- _INFORMATION SHOWN_:

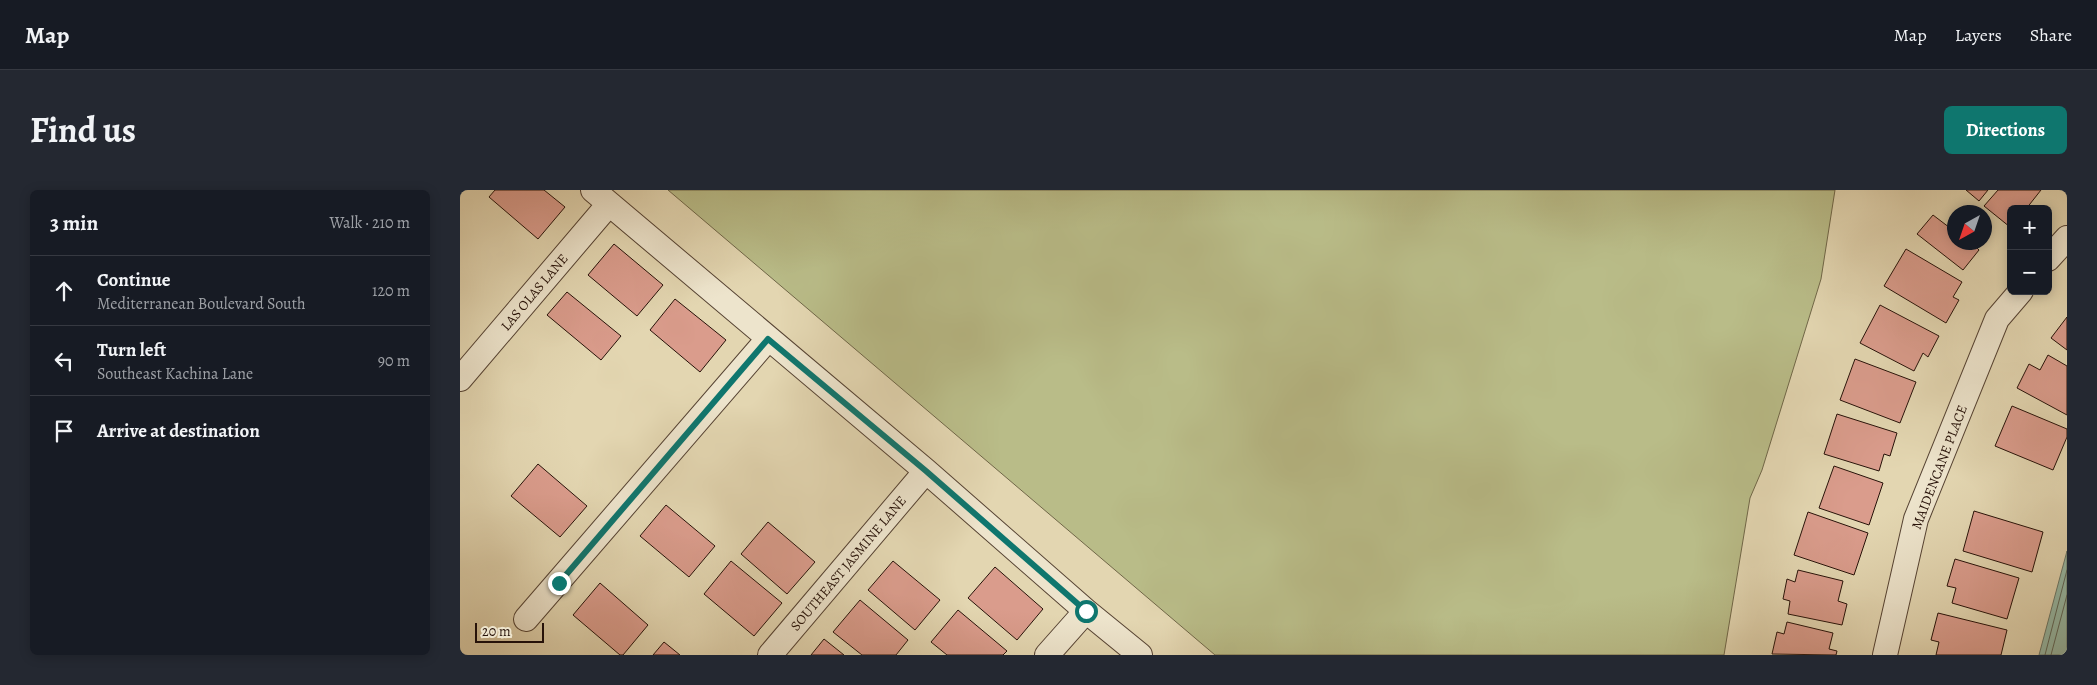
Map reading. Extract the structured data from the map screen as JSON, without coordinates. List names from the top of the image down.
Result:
* * *
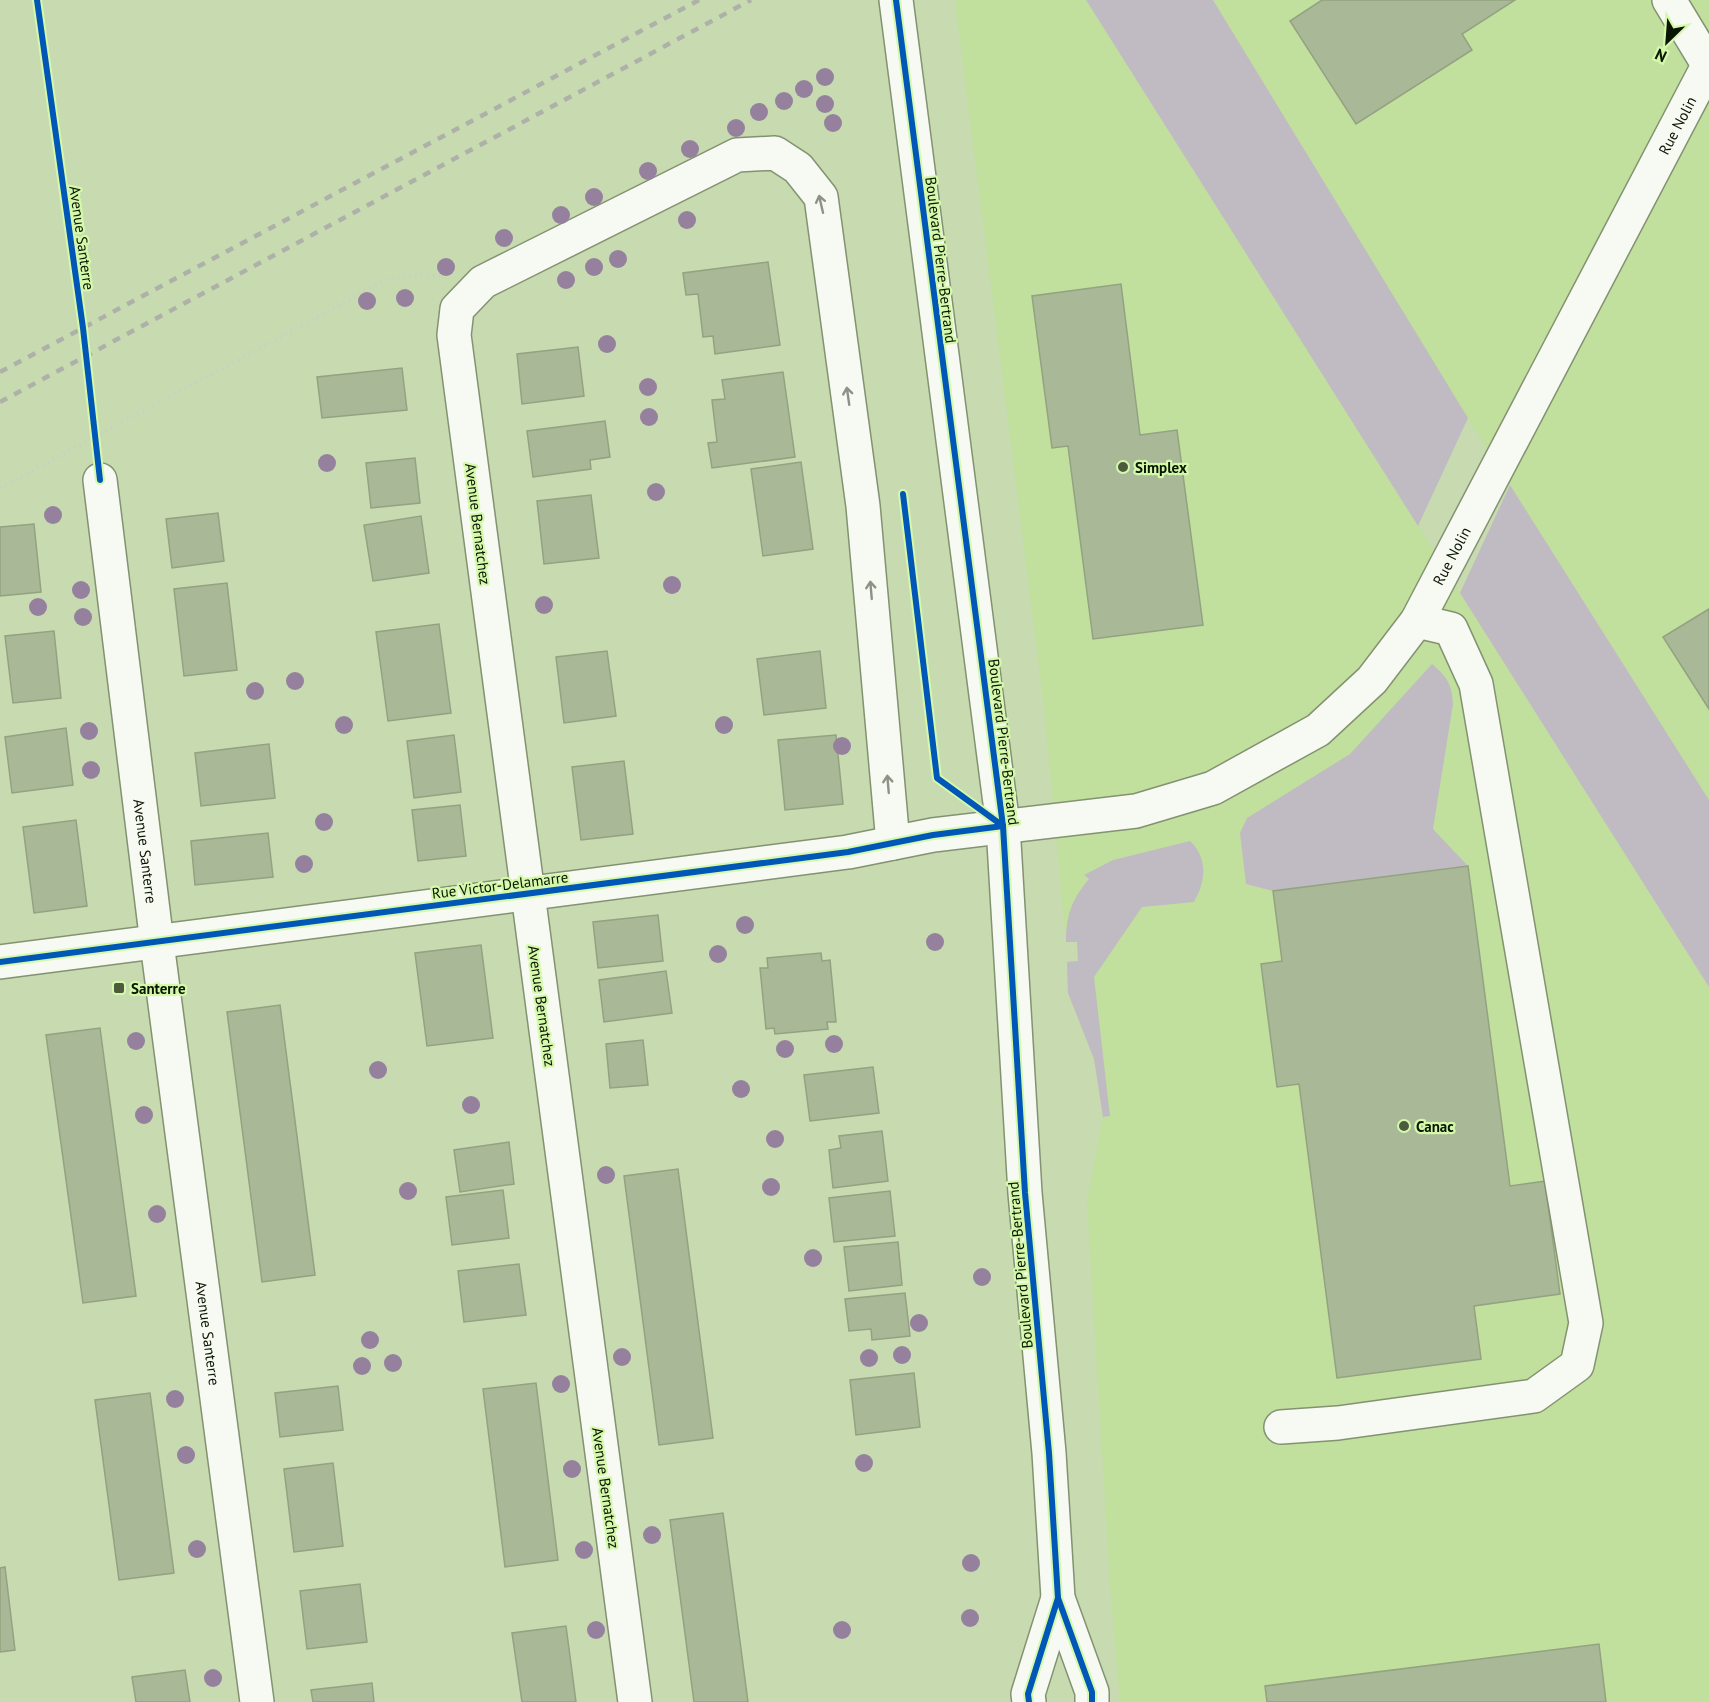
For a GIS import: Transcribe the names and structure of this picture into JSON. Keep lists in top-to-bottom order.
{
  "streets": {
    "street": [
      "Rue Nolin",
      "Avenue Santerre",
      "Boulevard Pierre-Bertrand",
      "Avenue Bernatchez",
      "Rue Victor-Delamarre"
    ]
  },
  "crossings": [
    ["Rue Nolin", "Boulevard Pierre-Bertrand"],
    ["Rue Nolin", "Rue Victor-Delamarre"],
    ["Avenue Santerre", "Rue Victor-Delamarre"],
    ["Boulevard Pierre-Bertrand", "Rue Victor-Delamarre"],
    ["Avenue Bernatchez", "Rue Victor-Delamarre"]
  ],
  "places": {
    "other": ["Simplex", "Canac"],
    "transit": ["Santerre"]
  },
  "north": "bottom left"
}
--
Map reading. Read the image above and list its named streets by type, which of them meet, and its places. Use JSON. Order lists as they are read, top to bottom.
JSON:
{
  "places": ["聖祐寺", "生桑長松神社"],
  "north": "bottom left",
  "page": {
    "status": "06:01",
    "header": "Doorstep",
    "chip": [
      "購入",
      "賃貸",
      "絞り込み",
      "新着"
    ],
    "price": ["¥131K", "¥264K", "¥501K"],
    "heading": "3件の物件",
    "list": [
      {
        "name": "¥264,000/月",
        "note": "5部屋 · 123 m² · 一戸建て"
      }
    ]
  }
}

- _WORK ITEM_: Identify the lines above that contain the word "image", then copy them.

- _OUTPUT BELOW_:
Map reading. Extract the structured data from the map screen as JSON, without coordinates. List names from the top of the image down.
Map reading. Read the image above and list its named streets by type, which of them meet, and its places. Use JSON. Order lists as they are read, top to bottom.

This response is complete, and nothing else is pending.